Two books in the Old Testament are ones I like least, and two are my favorites. All four may have been written about the same time, although that is not certain.. The least liked are Ezra and Nehemiah. My favorites are Ruth and Jonah. The two pairs are like point and counterpoint.  I imagine Jesus liked the stories of Ruth and Jonah, but not Ezra and Nehemiah. The latter two, however, provide background for Ruth and Jonah. My favorite stories will have to wait until the next posts.

Episode 9 in Opening the Scriptures on the Way to Emmaus: Why Messiah had to Suffer. Introduction and links to other posts in the series here.

We pick up the story when the Babylonian Captivity is ending. Babylon, the great empire, had conquered what was left of Israel’s descendants after an earlier empire, Assyria, had vanquished the Northern Kingdom. Jerusalem and Solomon’s temple are ruins, the Jews are in exile. But another power will rise to replace Babylon.

After about 50 years of exile the Jewish people get permission to return to Jerusalem. The new Persian overlords have a different, more accommodating, policy toward their subject peoples. Probably they see the advantage of having client buffers around their empire whom they can cow into being more or less friendly. The Jews rebuild Jerusalem, and the temple stands again—a much smaller version. A sacrificial regimen again takes its place in the temple.

Would the Jews remember the lesson of the prophets, that God desires mercy and justice more than sacrifice? What would become of David’s kind of holiness, which does not foster divisions among groups of people? What kind of identity would God’s people pursue? Did the people look for the best in another after their own experience of being of least regard? The picture is fuzzy, and the Bible itself is struggling to find its way. Given the historical circumstances, we might understand if most Jews clung to their identity in difference from others rather than in compassion.

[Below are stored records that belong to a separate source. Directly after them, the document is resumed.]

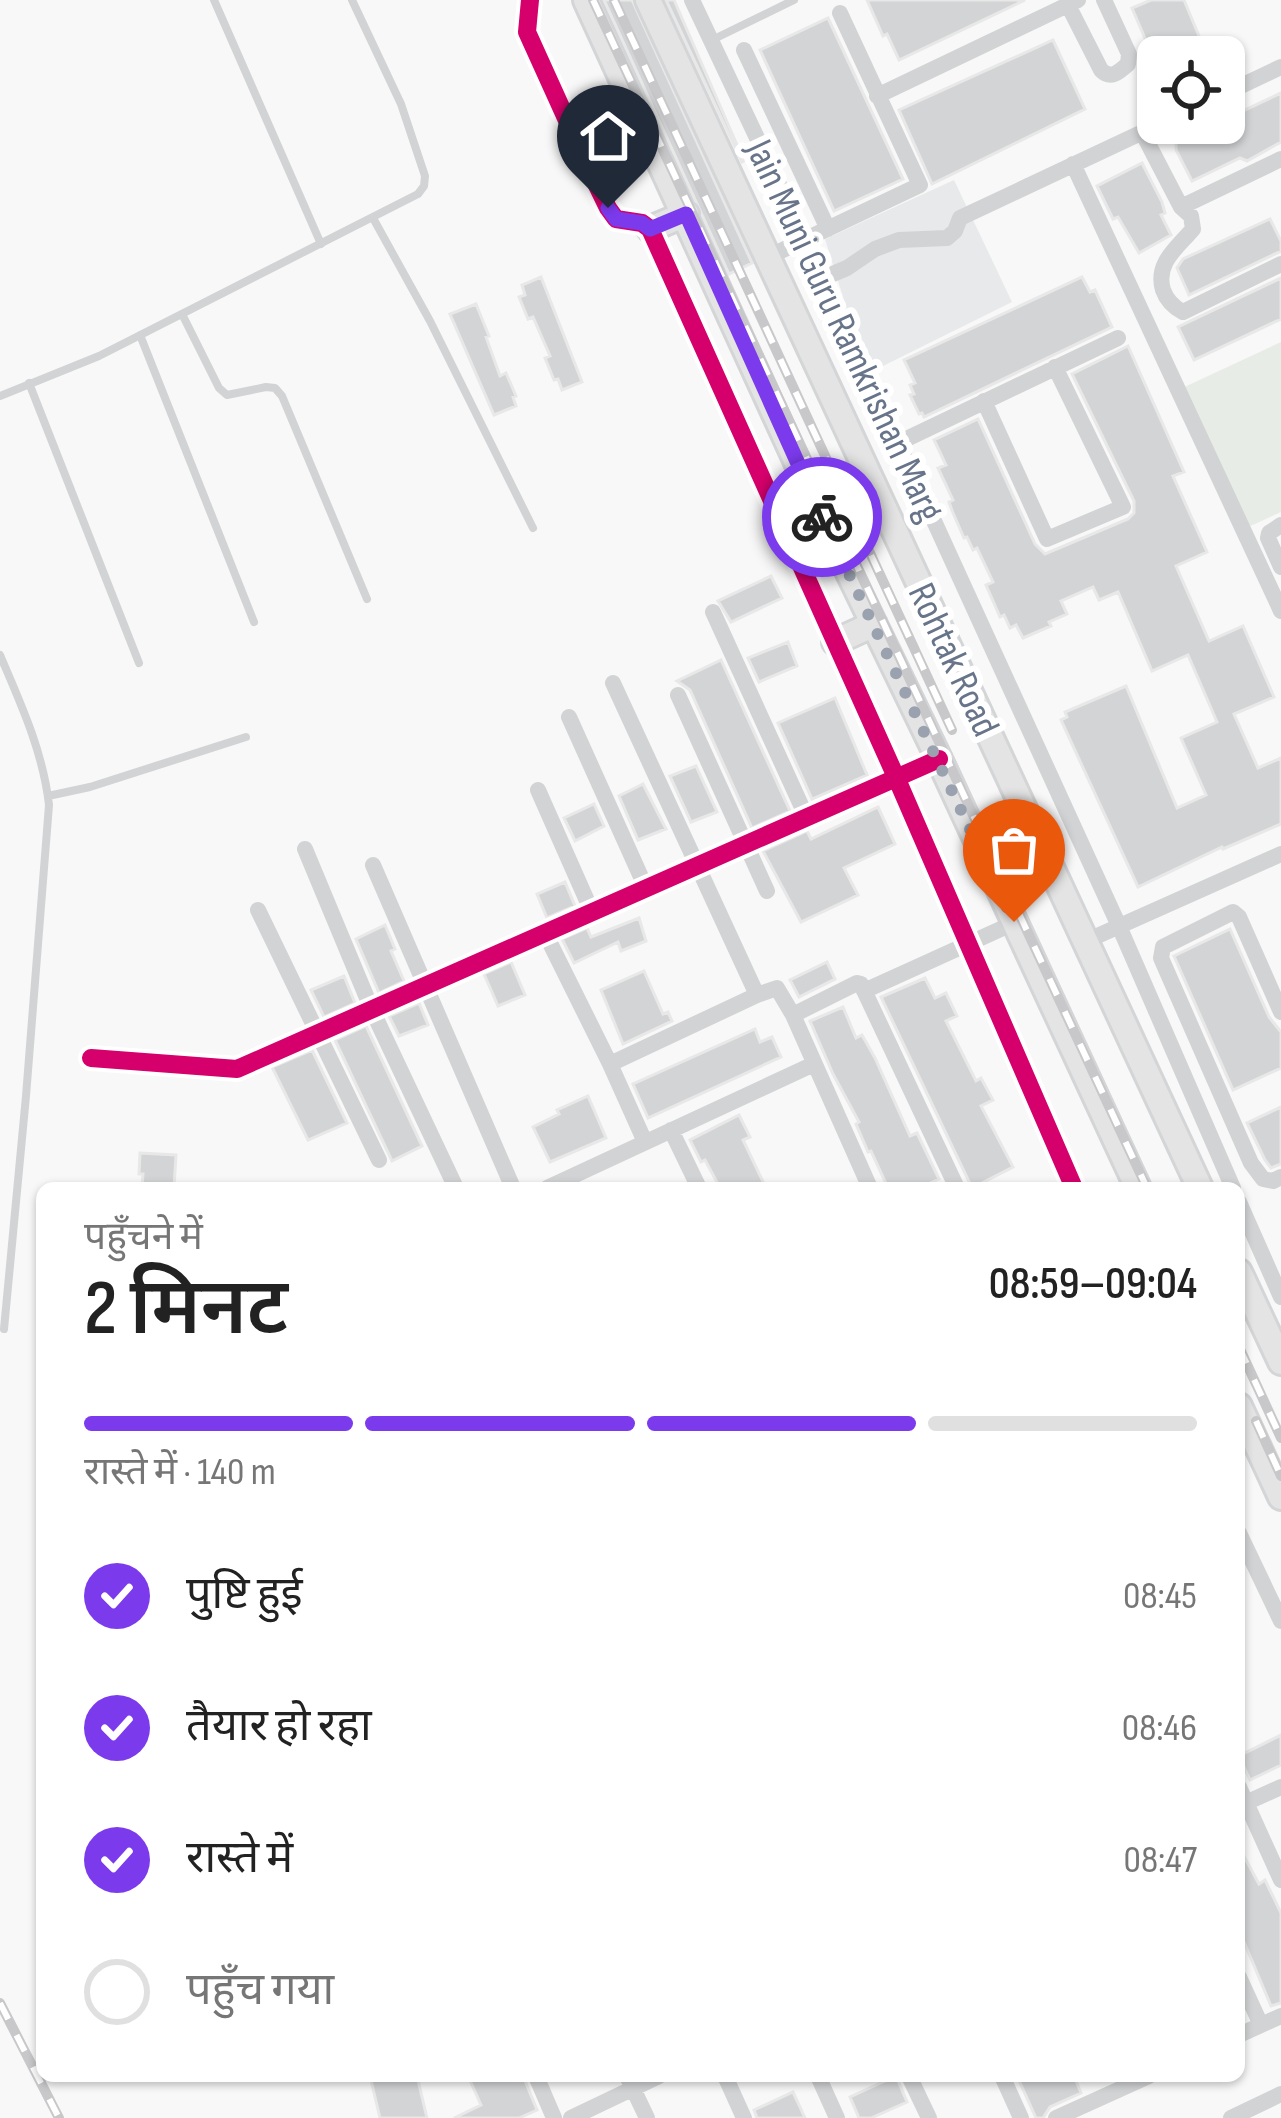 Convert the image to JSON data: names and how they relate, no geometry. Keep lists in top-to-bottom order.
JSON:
{
  "streets": {
    "main road": ["Rohtak Road"],
    "street": ["Jain Muni Guru Ramkrishan Marg"]
  },
  "page": {
    "heading": ["2 मिनट", "पहुँचने में", "08:59–09:04"],
    "bar": "रास्ते में · 140 m",
    "list": [
      ["पुष्टि हुई", "08:45"],
      ["तैयार हो रहा", "08:46"],
      ["रास्ते में", "08:47"],
      "पहुँच गया"
    ]
  }
} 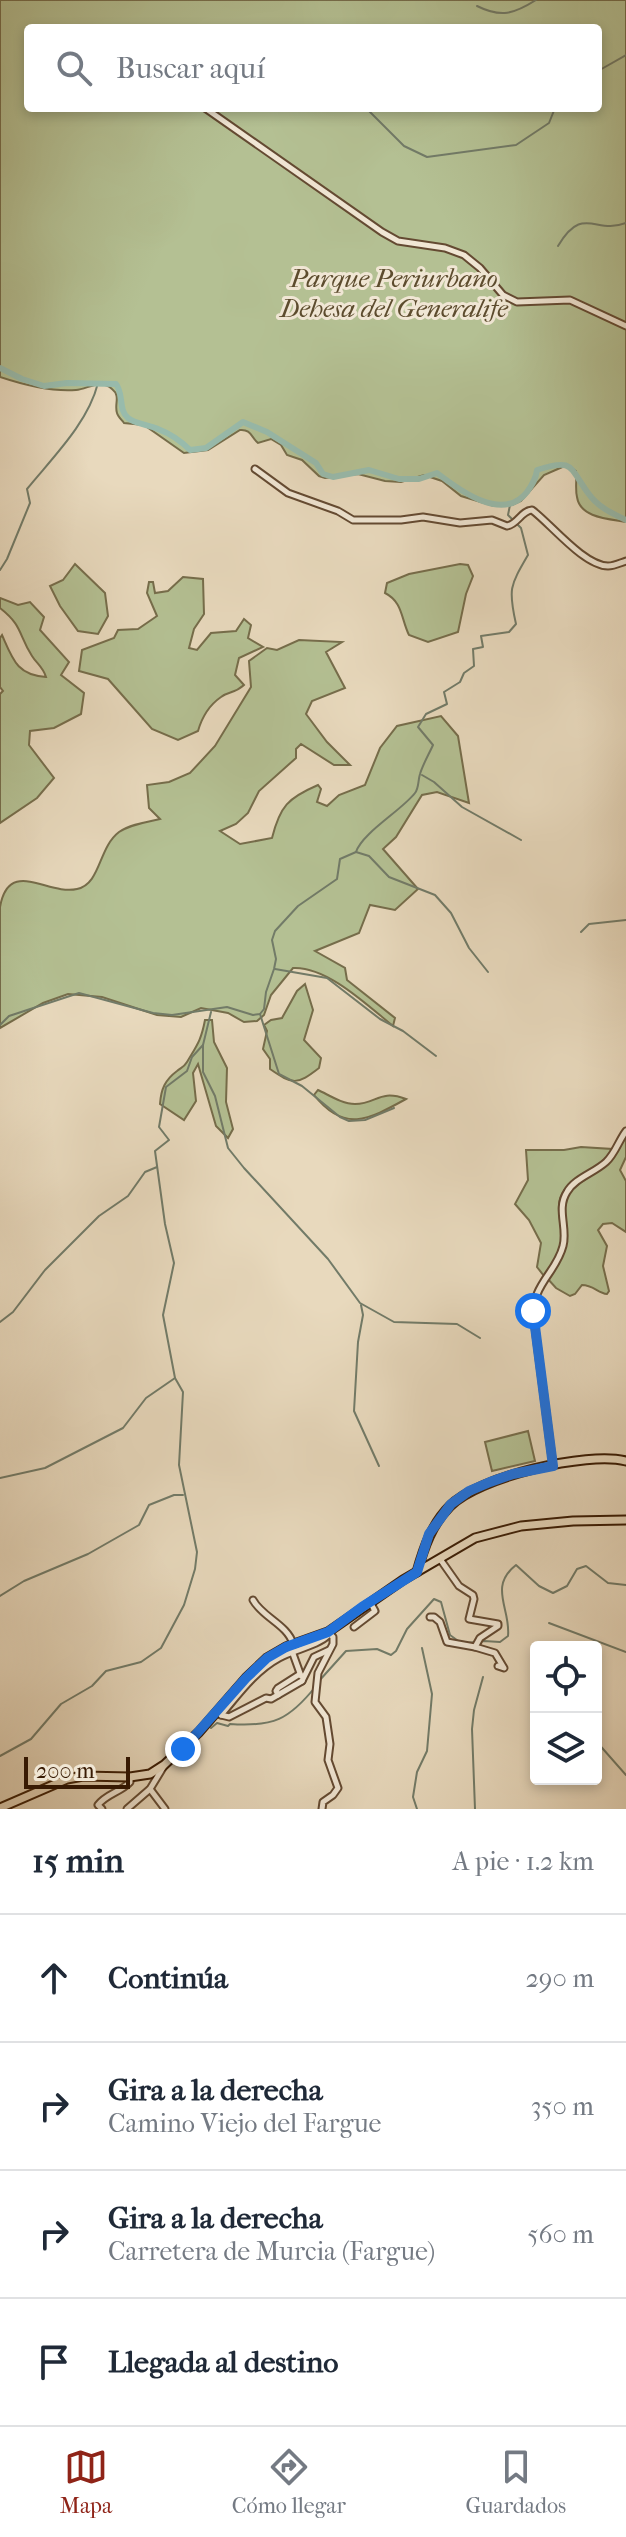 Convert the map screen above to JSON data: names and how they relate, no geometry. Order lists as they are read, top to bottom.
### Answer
{
  "parks": ["Parque Periurbano Dehesa del Generalife"],
  "scale_bar": "200 m",
  "page": {
    "search": "Buscar aquí",
    "scale": "200 m",
    "heading": ["15 min", "A pie · 1.2 km"],
    "list": [
      ["Continúa", "290 m"],
      ["Gira a la derecha", "Camino Viejo del Fargue", "350 m"],
      ["Gira a la derecha", "Carretera de Murcia (Fargue)", "560 m"],
      "Llegada al destino"
    ],
    "nav": ["Mapa", "Cómo llegar", "Guardados"]
  }
} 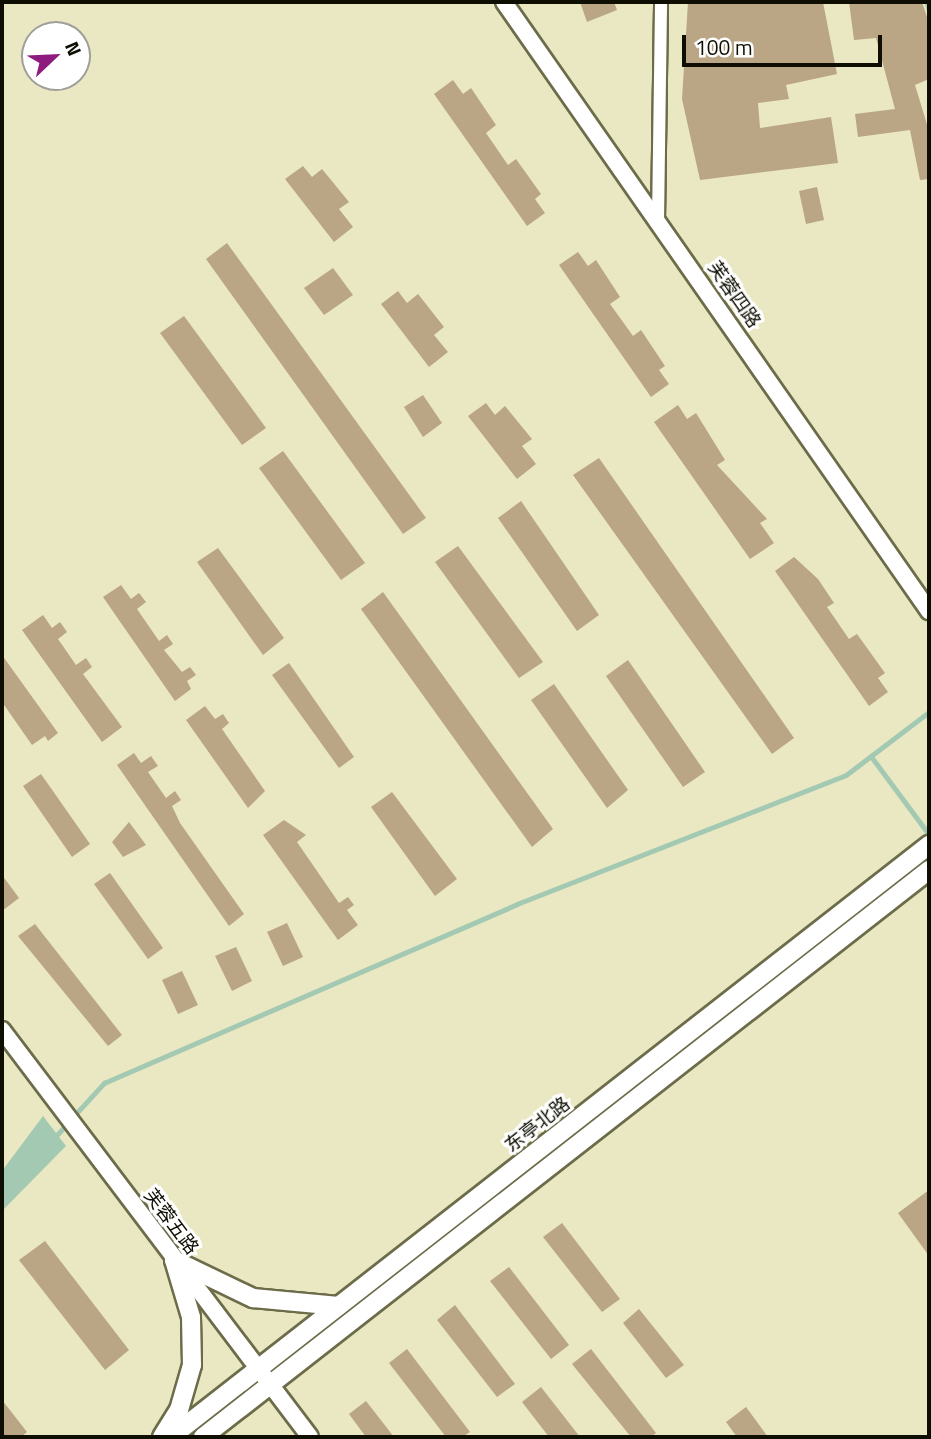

Ezra and Nehemiah dominate the picture.

The return of the exiles to Jerusalem led to conflict with the “People of the Land.” Some of these were descendants of the ones left behind by the deportation of 50 years previous. The opposition stemmed partly from the returnees’ exclusionary attitude toward those who had not undergone exile and, perhaps, had not been privy to the new theological developments of the exiles’ synagogue culture.

The situation right away provokes two judgments. First, the theology of the returning exiles was probably closer to what we consider true monotheism than that of the People of the Land, although both groups worshiped the same God. Second, if we look for where Jesus might locate himself, I’d say it’s with the rejected People of the Land.

There are friendlier times, as at the completion of the new temple under the leadership of Nehemiah. Both groups join in the celebration with massive sacrifices of livestock. The least compassionate point comes about 50 years later when the priest Ezra arrives, having researched the purity codes of the scriptures. He demands that all Jewish men who have taken wives from among the People of the Land send them away. The biblical books of Ezra and Nehemiah tell this story.

Another biblical point of view

But Ezra’s exclusiveness was not the Bible’s only point of view. The books of Ruth and Jonah show quite a different attitude toward foreigners and may have been a rebuttal to the Ezra faction. These latter two are stories. One’s a sweet romance and the other’s a humorous tall tale. Both are set in the past so they also qualify as historical fiction.

Whoever wrote these last two books must have known they were shaking up some religious sensibilities.  They tell of God’s favor toward foreigners, even enemies of Israel. They tell us where Jesus’ sympathies lie, where he would have seen himself. The next two posts, as we near the end of this Emmaus series, are about Ruth and Jonah.